*AVAILABLE DATA*.
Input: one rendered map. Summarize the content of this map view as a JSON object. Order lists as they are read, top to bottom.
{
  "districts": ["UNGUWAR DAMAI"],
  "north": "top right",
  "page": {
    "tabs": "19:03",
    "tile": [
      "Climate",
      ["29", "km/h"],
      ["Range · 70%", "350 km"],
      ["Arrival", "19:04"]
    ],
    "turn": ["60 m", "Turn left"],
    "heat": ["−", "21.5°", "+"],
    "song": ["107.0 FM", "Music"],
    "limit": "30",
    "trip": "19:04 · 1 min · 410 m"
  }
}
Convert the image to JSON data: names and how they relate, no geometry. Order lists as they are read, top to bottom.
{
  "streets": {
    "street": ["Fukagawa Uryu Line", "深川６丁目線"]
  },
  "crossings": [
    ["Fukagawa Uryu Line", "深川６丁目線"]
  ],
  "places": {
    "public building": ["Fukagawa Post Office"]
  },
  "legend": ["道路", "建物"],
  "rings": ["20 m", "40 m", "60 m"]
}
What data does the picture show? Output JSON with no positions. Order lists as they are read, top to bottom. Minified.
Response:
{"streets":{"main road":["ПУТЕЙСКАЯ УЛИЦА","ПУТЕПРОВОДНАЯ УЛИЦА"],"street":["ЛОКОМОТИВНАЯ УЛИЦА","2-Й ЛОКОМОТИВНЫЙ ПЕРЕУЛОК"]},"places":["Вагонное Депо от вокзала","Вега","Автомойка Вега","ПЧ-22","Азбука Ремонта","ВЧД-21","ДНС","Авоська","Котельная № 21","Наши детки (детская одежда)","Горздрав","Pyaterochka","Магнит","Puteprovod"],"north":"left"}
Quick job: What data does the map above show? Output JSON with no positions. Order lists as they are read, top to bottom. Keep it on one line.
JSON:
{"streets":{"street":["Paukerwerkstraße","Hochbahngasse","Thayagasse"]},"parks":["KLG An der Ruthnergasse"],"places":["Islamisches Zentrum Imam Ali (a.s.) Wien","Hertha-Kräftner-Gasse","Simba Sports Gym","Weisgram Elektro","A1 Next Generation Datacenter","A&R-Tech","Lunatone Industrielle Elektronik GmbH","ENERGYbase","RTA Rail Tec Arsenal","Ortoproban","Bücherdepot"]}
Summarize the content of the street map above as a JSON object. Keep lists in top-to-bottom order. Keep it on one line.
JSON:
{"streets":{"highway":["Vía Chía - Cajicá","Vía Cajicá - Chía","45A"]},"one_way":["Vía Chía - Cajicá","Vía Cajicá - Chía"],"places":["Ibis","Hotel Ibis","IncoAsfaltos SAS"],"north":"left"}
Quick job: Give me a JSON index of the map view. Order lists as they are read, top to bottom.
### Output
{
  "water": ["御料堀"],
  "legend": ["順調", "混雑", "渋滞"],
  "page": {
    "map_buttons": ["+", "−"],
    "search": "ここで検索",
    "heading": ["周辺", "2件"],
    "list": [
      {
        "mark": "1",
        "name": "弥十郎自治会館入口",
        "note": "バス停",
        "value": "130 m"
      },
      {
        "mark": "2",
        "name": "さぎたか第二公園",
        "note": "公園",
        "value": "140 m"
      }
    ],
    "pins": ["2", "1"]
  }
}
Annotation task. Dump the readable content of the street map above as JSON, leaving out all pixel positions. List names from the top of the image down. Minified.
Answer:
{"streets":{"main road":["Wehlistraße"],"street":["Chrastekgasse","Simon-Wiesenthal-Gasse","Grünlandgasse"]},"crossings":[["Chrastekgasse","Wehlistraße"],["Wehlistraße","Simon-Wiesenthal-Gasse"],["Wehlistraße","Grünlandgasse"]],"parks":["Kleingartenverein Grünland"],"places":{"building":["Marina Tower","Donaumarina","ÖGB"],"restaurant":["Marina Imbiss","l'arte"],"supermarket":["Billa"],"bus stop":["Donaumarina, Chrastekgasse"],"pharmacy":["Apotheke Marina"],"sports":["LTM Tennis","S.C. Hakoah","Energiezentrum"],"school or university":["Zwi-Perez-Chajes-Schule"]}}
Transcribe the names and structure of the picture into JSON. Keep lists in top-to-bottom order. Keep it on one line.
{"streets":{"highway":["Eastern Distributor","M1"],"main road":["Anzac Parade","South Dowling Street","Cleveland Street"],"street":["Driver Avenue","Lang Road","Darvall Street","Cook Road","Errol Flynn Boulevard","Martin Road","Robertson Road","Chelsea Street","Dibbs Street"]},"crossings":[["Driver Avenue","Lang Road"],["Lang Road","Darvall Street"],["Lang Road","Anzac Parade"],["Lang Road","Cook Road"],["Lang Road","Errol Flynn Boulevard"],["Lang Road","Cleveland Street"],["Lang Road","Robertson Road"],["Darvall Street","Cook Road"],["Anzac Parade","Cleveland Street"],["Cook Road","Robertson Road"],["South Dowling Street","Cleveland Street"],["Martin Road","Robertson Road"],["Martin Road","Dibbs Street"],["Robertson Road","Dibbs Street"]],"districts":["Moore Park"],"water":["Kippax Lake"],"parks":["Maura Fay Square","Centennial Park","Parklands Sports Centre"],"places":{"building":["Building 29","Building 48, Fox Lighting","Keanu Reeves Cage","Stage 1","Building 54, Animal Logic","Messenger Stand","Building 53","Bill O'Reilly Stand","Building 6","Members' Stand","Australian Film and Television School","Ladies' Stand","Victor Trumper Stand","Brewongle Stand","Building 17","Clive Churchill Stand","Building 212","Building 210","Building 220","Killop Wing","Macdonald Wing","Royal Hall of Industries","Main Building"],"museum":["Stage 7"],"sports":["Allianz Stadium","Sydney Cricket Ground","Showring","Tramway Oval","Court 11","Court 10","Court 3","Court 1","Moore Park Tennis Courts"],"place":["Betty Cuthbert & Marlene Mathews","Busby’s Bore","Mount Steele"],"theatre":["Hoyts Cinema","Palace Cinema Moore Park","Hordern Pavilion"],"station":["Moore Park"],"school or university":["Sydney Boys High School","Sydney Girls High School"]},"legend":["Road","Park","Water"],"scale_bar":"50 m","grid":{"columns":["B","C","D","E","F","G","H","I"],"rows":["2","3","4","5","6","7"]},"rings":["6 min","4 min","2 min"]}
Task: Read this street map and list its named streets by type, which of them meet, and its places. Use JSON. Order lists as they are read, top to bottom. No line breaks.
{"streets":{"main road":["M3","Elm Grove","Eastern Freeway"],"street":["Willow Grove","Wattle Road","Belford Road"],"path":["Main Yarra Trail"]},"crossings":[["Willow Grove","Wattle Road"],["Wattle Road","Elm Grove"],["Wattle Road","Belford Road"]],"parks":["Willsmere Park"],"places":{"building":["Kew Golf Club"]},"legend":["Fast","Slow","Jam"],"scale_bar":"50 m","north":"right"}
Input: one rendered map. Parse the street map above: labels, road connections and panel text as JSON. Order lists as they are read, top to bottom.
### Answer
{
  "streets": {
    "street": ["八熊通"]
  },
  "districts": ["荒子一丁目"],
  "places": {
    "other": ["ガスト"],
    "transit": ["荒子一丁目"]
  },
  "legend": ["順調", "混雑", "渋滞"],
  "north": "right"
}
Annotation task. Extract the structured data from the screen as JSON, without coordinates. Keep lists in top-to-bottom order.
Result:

*WHAT YOU NEED TO DO*. Repeat the listing above exactly. Add nothing.

*RESULT FOR THIS EXERCISE*.
Input: one rendered map. Summarize the content of this map view as a JSON object. Order lists as they are read, top to bottom.
{
  "districts": ["UNGUWAR DAMAI"],
  "north": "top right",
  "page": {
    "tabs": "19:03",
    "tile": [
      "Climate",
      ["29", "km/h"],
      ["Range · 70%", "350 km"],
      ["Arrival", "19:04"]
    ],
    "turn": ["60 m", "Turn left"],
    "heat": ["−", "21.5°", "+"],
    "song": ["107.0 FM", "Music"],
    "limit": "30",
    "trip": "19:04 · 1 min · 410 m"
  }
}
Convert the image to JSON data: names and how they relate, no geometry. Order lists as they are read, top to bottom.
{
  "streets": {
    "street": ["Fukagawa Uryu Line", "深川６丁目線"]
  },
  "crossings": [
    ["Fukagawa Uryu Line", "深川６丁目線"]
  ],
  "places": {
    "public building": ["Fukagawa Post Office"]
  },
  "legend": ["道路", "建物"],
  "rings": ["20 m", "40 m", "60 m"]
}
What data does the picture show? Output JSON with no positions. Order lists as they are read, top to bottom. Minified.
Response:
{"streets":{"main road":["ПУТЕЙСКАЯ УЛИЦА","ПУТЕПРОВОДНАЯ УЛИЦА"],"street":["ЛОКОМОТИВНАЯ УЛИЦА","2-Й ЛОКОМОТИВНЫЙ ПЕРЕУЛОК"]},"places":["Вагонное Депо от вокзала","Вега","Автомойка Вега","ПЧ-22","Азбука Ремонта","ВЧД-21","ДНС","Авоська","Котельная № 21","Наши детки (детская одежда)","Горздрав","Pyaterochka","Магнит","Puteprovod"],"north":"left"}
Quick job: What data does the map above show? Output JSON with no positions. Order lists as they are read, top to bottom. Keep it on one line.
JSON:
{"streets":{"street":["Paukerwerkstraße","Hochbahngasse","Thayagasse"]},"parks":["KLG An der Ruthnergasse"],"places":["Islamisches Zentrum Imam Ali (a.s.) Wien","Hertha-Kräftner-Gasse","Simba Sports Gym","Weisgram Elektro","A1 Next Generation Datacenter","A&R-Tech","Lunatone Industrielle Elektronik GmbH","ENERGYbase","RTA Rail Tec Arsenal","Ortoproban","Bücherdepot"]}
Summarize the content of the street map above as a JSON object. Keep lists in top-to-bottom order. Keep it on one line.
JSON:
{"streets":{"highway":["Vía Chía - Cajicá","Vía Cajicá - Chía","45A"]},"one_way":["Vía Chía - Cajicá","Vía Cajicá - Chía"],"places":["Ibis","Hotel Ibis","IncoAsfaltos SAS"],"north":"left"}
Quick job: Give me a JSON index of the map view. Order lists as they are read, top to bottom.
### Output
{
  "water": ["御料堀"],
  "legend": ["順調", "混雑", "渋滞"],
  "page": {
    "map_buttons": ["+", "−"],
    "search": "ここで検索",
    "heading": ["周辺", "2件"],
    "list": [
      {
        "mark": "1",
        "name": "弥十郎自治会館入口",
        "note": "バス停",
        "value": "130 m"
      },
      {
        "mark": "2",
        "name": "さぎたか第二公園",
        "note": "公園",
        "value": "140 m"
      }
    ],
    "pins": ["2", "1"]
  }
}
Annotation task. Dump the readable content of the street map above as JSON, leaving out all pixel positions. List names from the top of the image down. Minified.
Answer:
{"streets":{"main road":["Wehlistraße"],"street":["Chrastekgasse","Simon-Wiesenthal-Gasse","Grünlandgasse"]},"crossings":[["Chrastekgasse","Wehlistraße"],["Wehlistraße","Simon-Wiesenthal-Gasse"],["Wehlistraße","Grünlandgasse"]],"parks":["Kleingartenverein Grünland"],"places":{"building":["Marina Tower","Donaumarina","ÖGB"],"restaurant":["Marina Imbiss","l'arte"],"supermarket":["Billa"],"bus stop":["Donaumarina, Chrastekgasse"],"pharmacy":["Apotheke Marina"],"sports":["LTM Tennis","S.C. Hakoah","Energiezentrum"],"school or university":["Zwi-Perez-Chajes-Schule"]}}
Transcribe the names and structure of the picture into JSON. Keep lists in top-to-bottom order. Keep it on one line.
{"streets":{"highway":["Eastern Distributor","M1"],"main road":["Anzac Parade","South Dowling Street","Cleveland Street"],"street":["Driver Avenue","Lang Road","Darvall Street","Cook Road","Errol Flynn Boulevard","Martin Road","Robertson Road","Chelsea Street","Dibbs Street"]},"crossings":[["Driver Avenue","Lang Road"],["Lang Road","Darvall Street"],["Lang Road","Anzac Parade"],["Lang Road","Cook Road"],["Lang Road","Errol Flynn Boulevard"],["Lang Road","Cleveland Street"],["Lang Road","Robertson Road"],["Darvall Street","Cook Road"],["Anzac Parade","Cleveland Street"],["Cook Road","Robertson Road"],["South Dowling Street","Cleveland Street"],["Martin Road","Robertson Road"],["Martin Road","Dibbs Street"],["Robertson Road","Dibbs Street"]],"districts":["Moore Park"],"water":["Kippax Lake"],"parks":["Maura Fay Square","Centennial Park","Parklands Sports Centre"],"places":{"building":["Building 29","Building 48, Fox Lighting","Keanu Reeves Cage","Stage 1","Building 54, Animal Logic","Messenger Stand","Building 53","Bill O'Reilly Stand","Building 6","Members' Stand","Australian Film and Television School","Ladies' Stand","Victor Trumper Stand","Brewongle Stand","Building 17","Clive Churchill Stand","Building 212","Building 210","Building 220","Killop Wing","Macdonald Wing","Royal Hall of Industries","Main Building"],"museum":["Stage 7"],"sports":["Allianz Stadium","Sydney Cricket Ground","Showring","Tramway Oval","Court 11","Court 10","Court 3","Court 1","Moore Park Tennis Courts"],"place":["Betty Cuthbert & Marlene Mathews","Busby’s Bore","Mount Steele"],"theatre":["Hoyts Cinema","Palace Cinema Moore Park","Hordern Pavilion"],"station":["Moore Park"],"school or university":["Sydney Boys High School","Sydney Girls High School"]},"legend":["Road","Park","Water"],"scale_bar":"50 m","grid":{"columns":["B","C","D","E","F","G","H","I"],"rows":["2","3","4","5","6","7"]},"rings":["6 min","4 min","2 min"]}
Task: Read this street map and list its named streets by type, which of them meet, and its places. Use JSON. Order lists as they are read, top to bottom. No line breaks.
{"streets":{"main road":["M3","Elm Grove","Eastern Freeway"],"street":["Willow Grove","Wattle Road","Belford Road"],"path":["Main Yarra Trail"]},"crossings":[["Willow Grove","Wattle Road"],["Wattle Road","Elm Grove"],["Wattle Road","Belford Road"]],"parks":["Willsmere Park"],"places":{"building":["Kew Golf Club"]},"legend":["Fast","Slow","Jam"],"scale_bar":"50 m","north":"right"}
Input: one rendered map. Parse the street map above: labels, road connections and panel text as JSON. Order lists as they are read, top to bottom.
### Answer
{
  "streets": {
    "street": ["八熊通"]
  },
  "districts": ["荒子一丁目"],
  "places": {
    "other": ["ガスト"],
    "transit": ["荒子一丁目"]
  },
  "legend": ["順調", "混雑", "渋滞"],
  "north": "right"
}
Annotation task. Extract the structured data from the screen as JSON, without coordinates. Keep lists in top-to-bottom order.
Result:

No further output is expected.